As increased income from its wealth management division offset declining revenue from its investment banking and trading units, Morgan Stanley’s first-quarter profit exceeded expectations.
However, in premarket trade, shares decreased by more than 2%.
While wealth management witnessed an 11% increase in revenue and brought in $110 billion in net new assets, investment banking saw a 24% decline in revenue to $1.25 billion.
Investment banks on Wall Street have been worst hit by a decline in mergers and acquisitions as investors shied away from riskier bets in the face of erratic markets and quickly rising interest rates.

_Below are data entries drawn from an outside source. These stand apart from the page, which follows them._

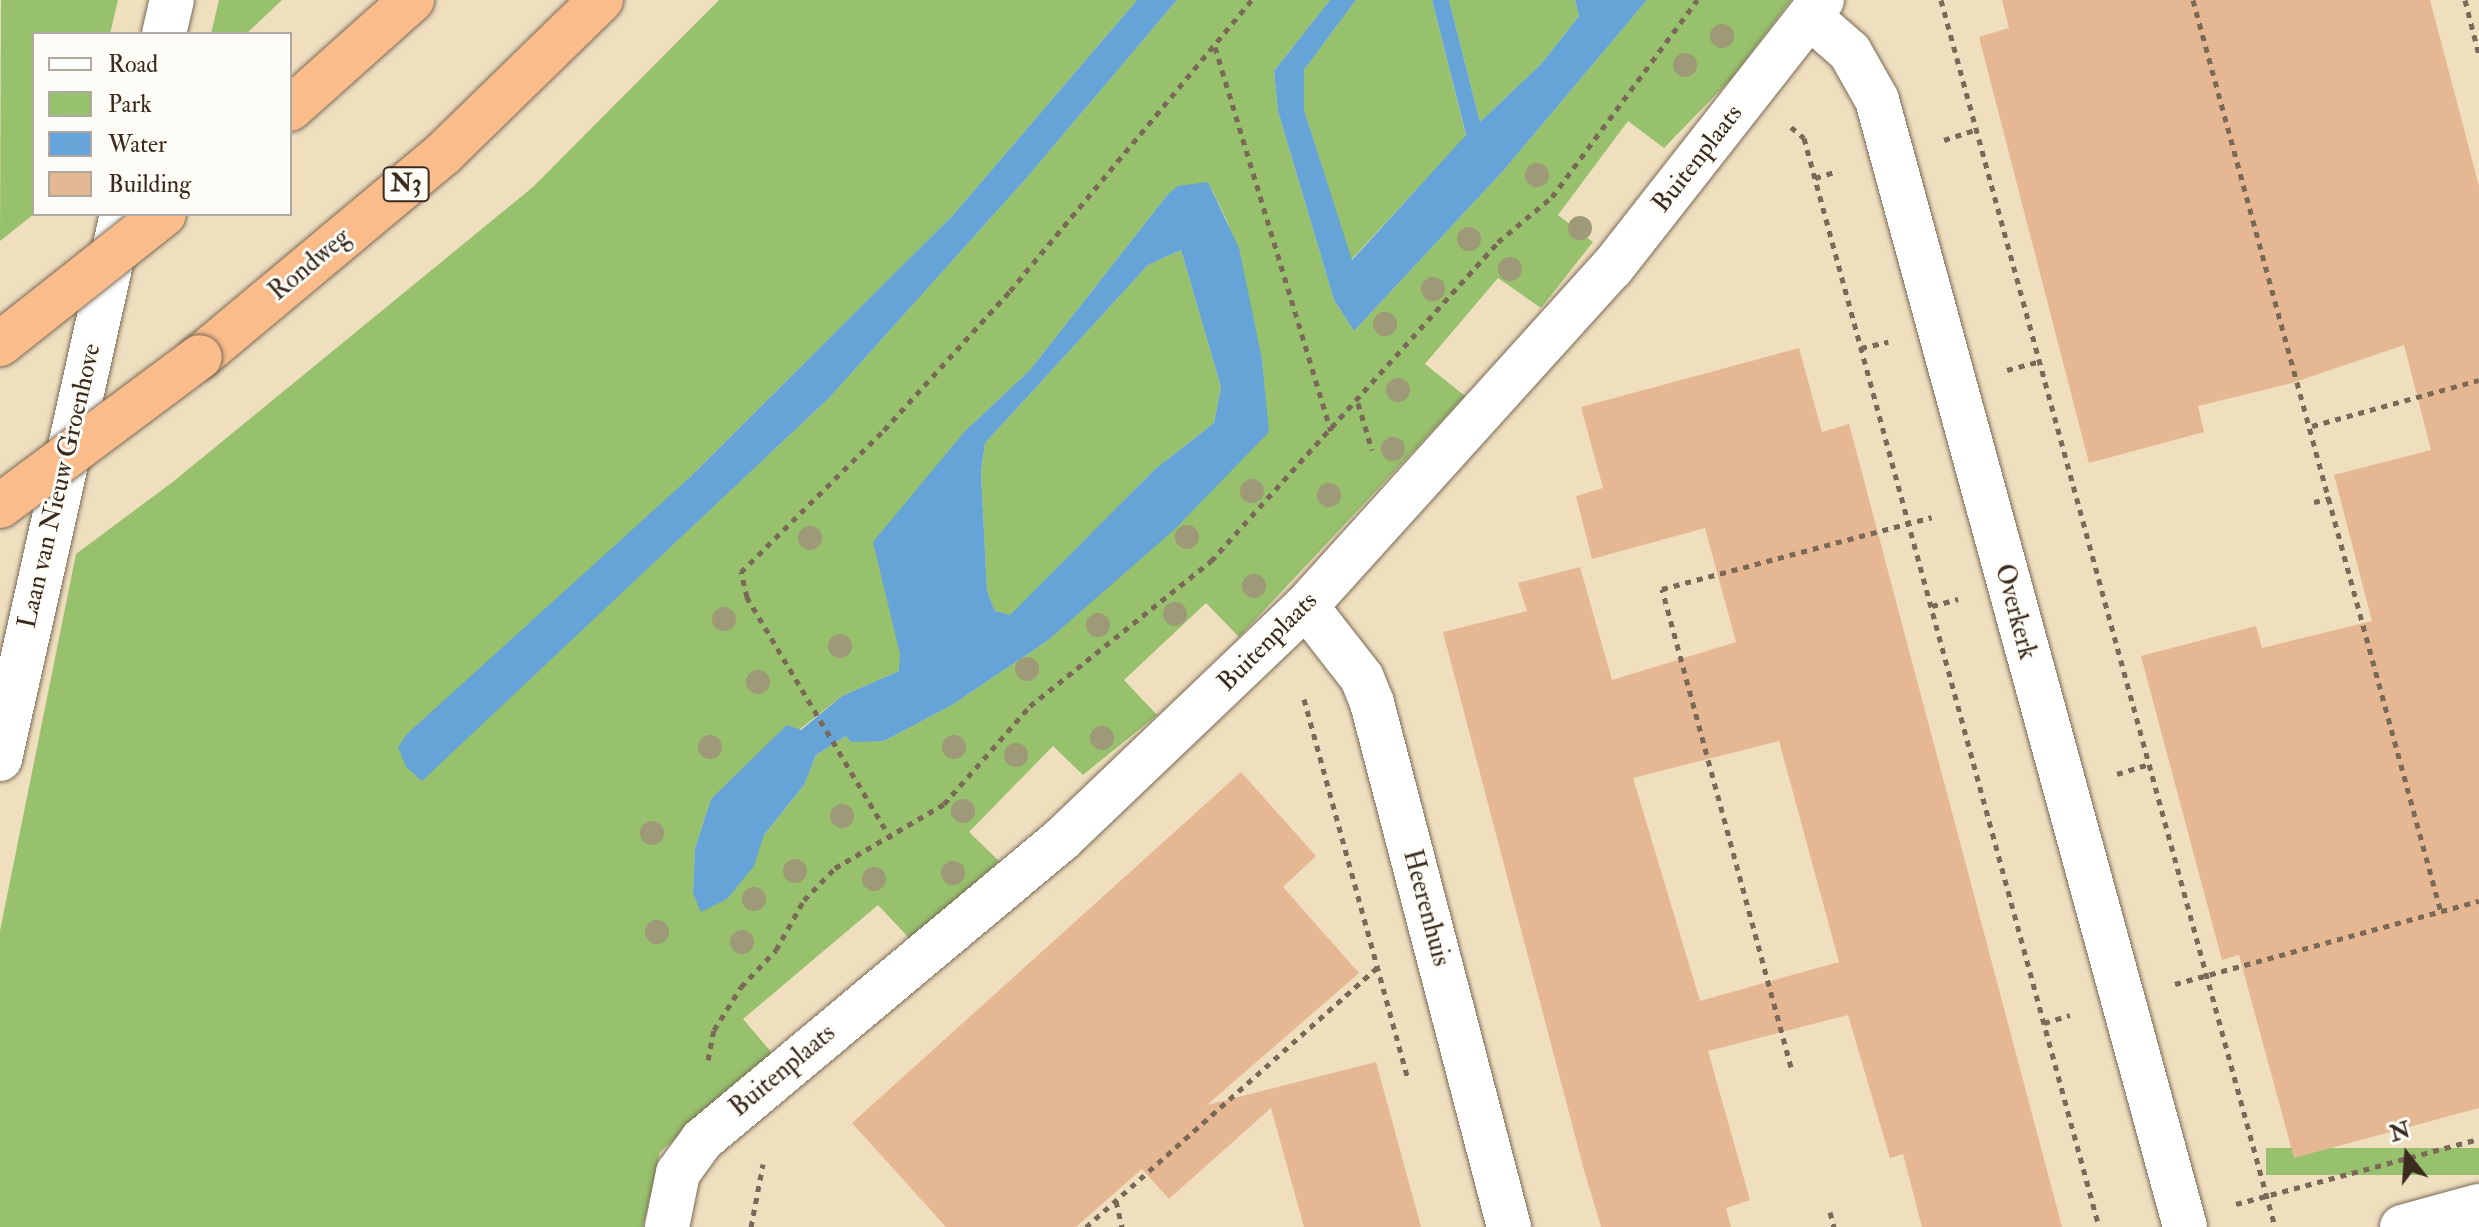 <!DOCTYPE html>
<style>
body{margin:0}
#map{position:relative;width:2479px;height:1227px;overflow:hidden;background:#efdfbf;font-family:"IM FELL Double Pica",serif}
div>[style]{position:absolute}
.green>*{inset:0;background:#97c16d;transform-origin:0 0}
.water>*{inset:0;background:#66a3d7}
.building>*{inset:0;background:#e5b893}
.path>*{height:5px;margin-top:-2.5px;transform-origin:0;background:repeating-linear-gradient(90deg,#7a6956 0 6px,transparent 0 12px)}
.roads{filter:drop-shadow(0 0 2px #7a6956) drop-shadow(0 0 2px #7a6956)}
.minor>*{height:44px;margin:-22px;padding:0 22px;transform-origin:22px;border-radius:22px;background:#fff}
.tertiary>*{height:44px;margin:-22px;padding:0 22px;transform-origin:22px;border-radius:22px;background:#fff}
.trunk>*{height:44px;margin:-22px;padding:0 22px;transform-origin:22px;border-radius:22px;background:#f9bc8a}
.bridges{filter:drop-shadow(0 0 2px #7a6956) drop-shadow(0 0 2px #7a6956)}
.trunk-bridge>*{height:44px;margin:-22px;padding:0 22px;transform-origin:22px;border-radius:22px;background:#f9bc8a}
.trees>*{width:24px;height:24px;margin:-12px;border-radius:50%;background:#9e9976}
span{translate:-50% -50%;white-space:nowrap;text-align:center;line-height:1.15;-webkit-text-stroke:6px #fdfcf7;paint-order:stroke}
.shield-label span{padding:2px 6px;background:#fdfcf7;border:2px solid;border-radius:6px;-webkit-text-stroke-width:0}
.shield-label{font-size:24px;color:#3b2a1e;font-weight:700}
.street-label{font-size:26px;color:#3b2a1e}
.legend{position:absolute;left:32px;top:32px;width:260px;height:184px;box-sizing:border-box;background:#fdfcf7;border:2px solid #afa8a0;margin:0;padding:10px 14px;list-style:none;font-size:24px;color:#3b2a1e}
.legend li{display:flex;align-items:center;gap:16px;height:40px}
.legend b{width:40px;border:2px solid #afa8a0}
.north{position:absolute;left:2367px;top:1115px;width:80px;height:80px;-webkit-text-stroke:6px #fdfcf7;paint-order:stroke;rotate:343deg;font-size:22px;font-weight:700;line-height:32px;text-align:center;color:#3b2a1e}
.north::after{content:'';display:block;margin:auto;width:28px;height:36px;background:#3b2a1e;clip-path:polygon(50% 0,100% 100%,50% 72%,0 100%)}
</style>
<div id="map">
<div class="green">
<div style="clip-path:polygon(1px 0,118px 0,110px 34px,34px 34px,34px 214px,0 241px)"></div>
<div style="clip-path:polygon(219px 0,282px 0,246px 34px,211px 34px)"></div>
<div style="clip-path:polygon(evenodd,719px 0,1137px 0,954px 214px,688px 479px,422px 780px,829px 398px,1023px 182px,1177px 0,1330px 0,1274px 71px,1278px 111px,1334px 300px,1354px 331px,1503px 171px,1647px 0,1791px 0,1731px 79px,1664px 148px,1628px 121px,1558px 215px,1593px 242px,1541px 308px,1498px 278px,1425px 364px,1465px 396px,1239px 637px,1206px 603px,1124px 680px,1157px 715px,1083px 775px,1053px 746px,969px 832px,999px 861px,912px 941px,878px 905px,743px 1019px,773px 1054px,660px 1152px,643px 1227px,0 1227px,0 931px,76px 554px,174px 481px,533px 187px,719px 0,1208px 182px,1228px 223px,1262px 359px,1268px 432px,1047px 641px,952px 705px,884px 741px,846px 736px,816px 755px,804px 785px,764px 835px,693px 893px,695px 848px,711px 799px,842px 696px,899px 671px,929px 479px,965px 431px,1030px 370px,1168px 194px,1208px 182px)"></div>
<div style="clip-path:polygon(1356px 0,1432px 0,1466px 136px,1351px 260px,1304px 110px,1304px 70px)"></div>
<div style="clip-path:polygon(1449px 0,1575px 0,1579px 16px,1542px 63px,1480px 122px)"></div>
<div style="clip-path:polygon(1181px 250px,1221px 387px,1214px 423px,1155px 469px,1010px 616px,995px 611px,987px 591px,981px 472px,985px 443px,1148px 265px)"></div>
<div style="left:2479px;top:1148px;width:27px;height:213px;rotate:90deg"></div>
</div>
<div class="water">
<div style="clip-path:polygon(1137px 0,1177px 0,1023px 182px,829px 398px,422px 781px,406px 767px,398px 747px,407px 734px,688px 479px,954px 214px)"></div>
<div style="clip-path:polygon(1330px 0,1356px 0,1304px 70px,1304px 110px,1352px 260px,1466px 135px,1432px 0,1449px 0,1480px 122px,1542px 63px,1579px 16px,1575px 0,1647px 0,1503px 171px,1354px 331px,1334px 300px,1278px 111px,1274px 71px)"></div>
<div style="clip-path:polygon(evenodd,1208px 182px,1239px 248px,1262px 359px,1269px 432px,1175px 529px,1047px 641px,952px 705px,884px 741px,851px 742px,846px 736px,816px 755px,804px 785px,764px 835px,754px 866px,727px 899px,701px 912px,693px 893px,695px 848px,711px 799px,787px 725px,801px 730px,842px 696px,899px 671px,900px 654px,873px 542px,965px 431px,1030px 370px,1168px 194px,1178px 186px,1208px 182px,1181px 250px,1221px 387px,1214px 423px,1155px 469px,1010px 615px,995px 611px,987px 591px,981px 472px,985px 443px,1148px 265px,1181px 250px)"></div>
</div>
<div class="building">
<div style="clip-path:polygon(2002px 0,2430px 0,2479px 186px,2479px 1108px,2294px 1158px,2239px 955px,2222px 960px,2141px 656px,2256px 626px,2262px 648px,2372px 621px,2334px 475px,2431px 450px,2404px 345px,2292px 383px,2198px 406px,2204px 432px,2089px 463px,1979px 37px,2009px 28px)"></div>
<div style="clip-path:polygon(evenodd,1799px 348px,1822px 432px,1849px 424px,2062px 1227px,1922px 1227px,1903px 1154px,1890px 1158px,1848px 1015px,1708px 1051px,1750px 1200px,1726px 1208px,1731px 1227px,1601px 1227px,1584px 1170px,1443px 632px,1527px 611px,1518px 583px,1580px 567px,1612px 680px,1736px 642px,1705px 528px,1592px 559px,1576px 496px,1603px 488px,1581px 407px,1799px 348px,1779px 741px,1839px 962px,1700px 1001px,1633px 778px,1779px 741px)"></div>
<div style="clip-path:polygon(1241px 772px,1316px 856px,1283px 887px,1359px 973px,1207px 1105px,1376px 1062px,1421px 1227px,1304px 1227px,1271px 1108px,1169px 1199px,1142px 1169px,1076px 1227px,946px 1227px,852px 1123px)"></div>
</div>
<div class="path">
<div style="left:1941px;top:0;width:1272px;rotate:74.77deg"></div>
<div style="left:2193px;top:0;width:945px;rotate:74.79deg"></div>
<div style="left:2465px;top:0;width:57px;rotate:75.7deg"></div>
<div style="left:1215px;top:47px;width:401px;rotate:73.2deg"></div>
<div style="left:1791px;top:127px;width:17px;rotate:40deg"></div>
<div style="left:1804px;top:138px;width:1128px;rotate:74.84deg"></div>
<div style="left:1944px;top:140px;width:35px;rotate:-18deg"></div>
<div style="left:1815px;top:178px;width:24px;rotate:-17deg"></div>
<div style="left:1861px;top:348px;width:28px;rotate:-13deg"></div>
<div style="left:2007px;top:370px;width:31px;rotate:-15deg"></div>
<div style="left:1358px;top:403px;width:49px;rotate:73.4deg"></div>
<div style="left:2312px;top:426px;width:173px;rotate:-15.4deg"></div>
<div style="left:2314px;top:502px;width:17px;rotate:-13deg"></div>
<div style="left:1932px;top:606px;width:27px;rotate:-15deg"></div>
<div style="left:1304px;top:699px;width:394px;rotate:74.7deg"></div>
<div style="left:2117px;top:774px;width:31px;rotate:-17deg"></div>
<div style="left:891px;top:839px;width:282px;rotate:-120.8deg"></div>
<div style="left:747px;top:597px;width:26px;rotate:-103deg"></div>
<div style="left:741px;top:572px;width:202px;rotate:-44.8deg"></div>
<div style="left:884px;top:430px;width:188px;rotate:-47.8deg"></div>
<div style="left:1010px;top:291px;width:378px;rotate:-50.3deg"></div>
<div style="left:2175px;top:984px;width:315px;rotate:-15.3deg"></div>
<div style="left:2044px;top:1023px;width:27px;rotate:-17deg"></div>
<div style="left:708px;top:1060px;width:31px;rotate:-79deg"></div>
<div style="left:714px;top:1030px;width:51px;rotate:-57.9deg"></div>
<div style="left:741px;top:987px;width:51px;rotate:-46.6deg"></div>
<div style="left:776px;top:950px;width:57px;rotate:-60.8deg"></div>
<div style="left:804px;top:900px;width:45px;rotate:-45.9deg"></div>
<div style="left:835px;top:868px;width:126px;rotate:-30.4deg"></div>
<div style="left:944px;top:804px;width:130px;rotate:-48.7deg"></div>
<div style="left:1030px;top:706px;width:232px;rotate:-38.7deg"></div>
<div style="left:1211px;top:561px;width:429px;rotate:-48deg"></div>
<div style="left:1498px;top:242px;width:70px;rotate:-39.8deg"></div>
<div style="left:1552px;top:197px;width:245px;rotate:-53.6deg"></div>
<div style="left:1791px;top:1067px;width:495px;rotate:-105.1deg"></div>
<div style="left:1662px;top:589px;width:279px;rotate:-14.9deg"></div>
<div style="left:1116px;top:1201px;width:27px;rotate:77deg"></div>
<div style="left:2236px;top:1204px;width:252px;rotate:-15deg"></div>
<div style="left:1830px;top:1212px;width:16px;rotate:75deg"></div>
<div style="left:751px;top:1227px;width:64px;rotate:-79.2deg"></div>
<div style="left:1086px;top:1227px;width:391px;rotate:-41.7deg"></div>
</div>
<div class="roads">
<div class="minor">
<div style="left:1810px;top:17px;width:53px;rotate:41.2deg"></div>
<div style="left:1850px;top:52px;width:55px;rotate:60.6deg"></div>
<div style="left:1877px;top:100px;width:1168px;rotate:74.71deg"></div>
<div style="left:1306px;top:606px;width:91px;rotate:52.1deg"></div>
<div style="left:1362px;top:678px;width:27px;rotate:68deg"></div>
<div style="left:1372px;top:703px;width:542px;rotate:75.35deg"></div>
<div style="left:667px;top:1227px;width:55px;rotate:-78.5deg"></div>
<div style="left:678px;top:1173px;width:41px;rotate:-54deg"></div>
<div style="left:702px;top:1140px;width:469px;rotate:-39.9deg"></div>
<div style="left:1062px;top:839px;width:337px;rotate:-43.7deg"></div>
<div style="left:1306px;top:606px;width:455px;rotate:-47.9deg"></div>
<div style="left:1611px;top:269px;width:342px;rotate:-51.9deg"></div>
<div style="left:2402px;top:1227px;width:80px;rotate:-15.3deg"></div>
</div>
<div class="tertiary">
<div style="left:164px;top:34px;width:35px;rotate:-77deg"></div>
<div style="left:0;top:759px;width:558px;rotate:-77.38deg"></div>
</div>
<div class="trunk">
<div style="left:290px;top:109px;width:164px;rotate:-41.8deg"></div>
<div style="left:200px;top:357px;width:317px;rotate:-39.9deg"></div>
<div style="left:443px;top:154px;width:221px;rotate:-44.3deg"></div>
</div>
</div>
<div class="bridges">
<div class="trunk-bridge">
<div style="left:0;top:344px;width:209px;rotate:-38.4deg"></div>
<div style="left:0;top:506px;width:249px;rotate:-36.7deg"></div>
</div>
</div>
<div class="trees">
<div style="left:1722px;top:36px"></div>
<div style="left:1685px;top:65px"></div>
<div style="left:1537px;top:175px"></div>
<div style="left:1580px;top:228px"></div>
<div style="left:1469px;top:239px"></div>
<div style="left:1510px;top:269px"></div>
<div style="left:1433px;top:289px"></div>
<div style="left:1385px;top:324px"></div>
<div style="left:1398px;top:390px"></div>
<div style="left:1393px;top:449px"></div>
<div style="left:1252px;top:491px"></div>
<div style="left:1329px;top:495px"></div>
<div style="left:1187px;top:537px"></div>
<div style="left:810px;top:538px"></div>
<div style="left:1254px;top:586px"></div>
<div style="left:1175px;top:614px"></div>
<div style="left:724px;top:619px"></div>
<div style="left:1098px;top:625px"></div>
<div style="left:840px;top:646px"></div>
<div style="left:1027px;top:669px"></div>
<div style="left:758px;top:682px"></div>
<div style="left:1102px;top:738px"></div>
<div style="left:710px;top:747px"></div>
<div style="left:954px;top:747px"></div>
<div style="left:1016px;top:755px"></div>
<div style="left:963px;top:811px"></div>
<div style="left:842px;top:816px"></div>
<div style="left:652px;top:833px"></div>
<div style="left:795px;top:871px"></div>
<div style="left:953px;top:873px"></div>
<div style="left:874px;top:879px"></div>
<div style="left:754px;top:899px"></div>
<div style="left:657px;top:932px"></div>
<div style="left:742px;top:942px"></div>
</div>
<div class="shield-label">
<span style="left:406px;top:184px">N3</span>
</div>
<div class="street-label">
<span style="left:1698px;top:159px;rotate:-52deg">Buitenplaats</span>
<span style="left:310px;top:265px;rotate:-40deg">Rondweg</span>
<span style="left:60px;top:486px;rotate:-77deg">Laan van Nieuw Groenhove</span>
<span style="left:2015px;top:612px;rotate:75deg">Overkerk</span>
<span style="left:1268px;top:642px;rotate:-45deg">Buitenplaats</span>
<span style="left:1426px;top:908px;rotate:75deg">Heerenhuis</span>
<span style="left:783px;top:1071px;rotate:-40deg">Buitenplaats</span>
</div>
<ul class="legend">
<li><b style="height:10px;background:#fff"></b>Road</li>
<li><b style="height:22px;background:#97c16d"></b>Park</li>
<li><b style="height:22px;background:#66a3d7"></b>Water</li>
<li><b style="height:22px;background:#e5b893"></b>Building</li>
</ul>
<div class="north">N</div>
</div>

Initial public offerings have also virtually stopped due to the unrest as startups delay their market debuts until investor sentiment improves.\
The downswing in investment banking activity, which forms the core of the bank’s business, dragged its total revenue down nearly 2% to $14.5 billion in the quarter.
“The investments we have made in our Wealth Management business continue to bear fruit,” Chief Executive James Gorman said in a statement.
Results from Morgan Stanley round out a choppy reporting season for Wall Street’s biggest banks as the collapse of two mid-sized lenders in March sent shockwaves across the world and further fueled recession worries.
The bank’s closest rival Goldman Sachs Group Inc also reported a slump in its investment banking unit as dealmaking and bond trading slumped and it lost money on the sale of some assets in its consumer business.
Morgan Stanley set aside $234 million in the quarter compared with $57 million a year ago, bracing for a deterioration in commercial real estate and customers potentially falling behind on loan payments amid rising costs of borrowing and recession worries.
The bank earned $1.70 per share, beating analysts’ average estimate of $1.62 per share, according to Refinitiv data.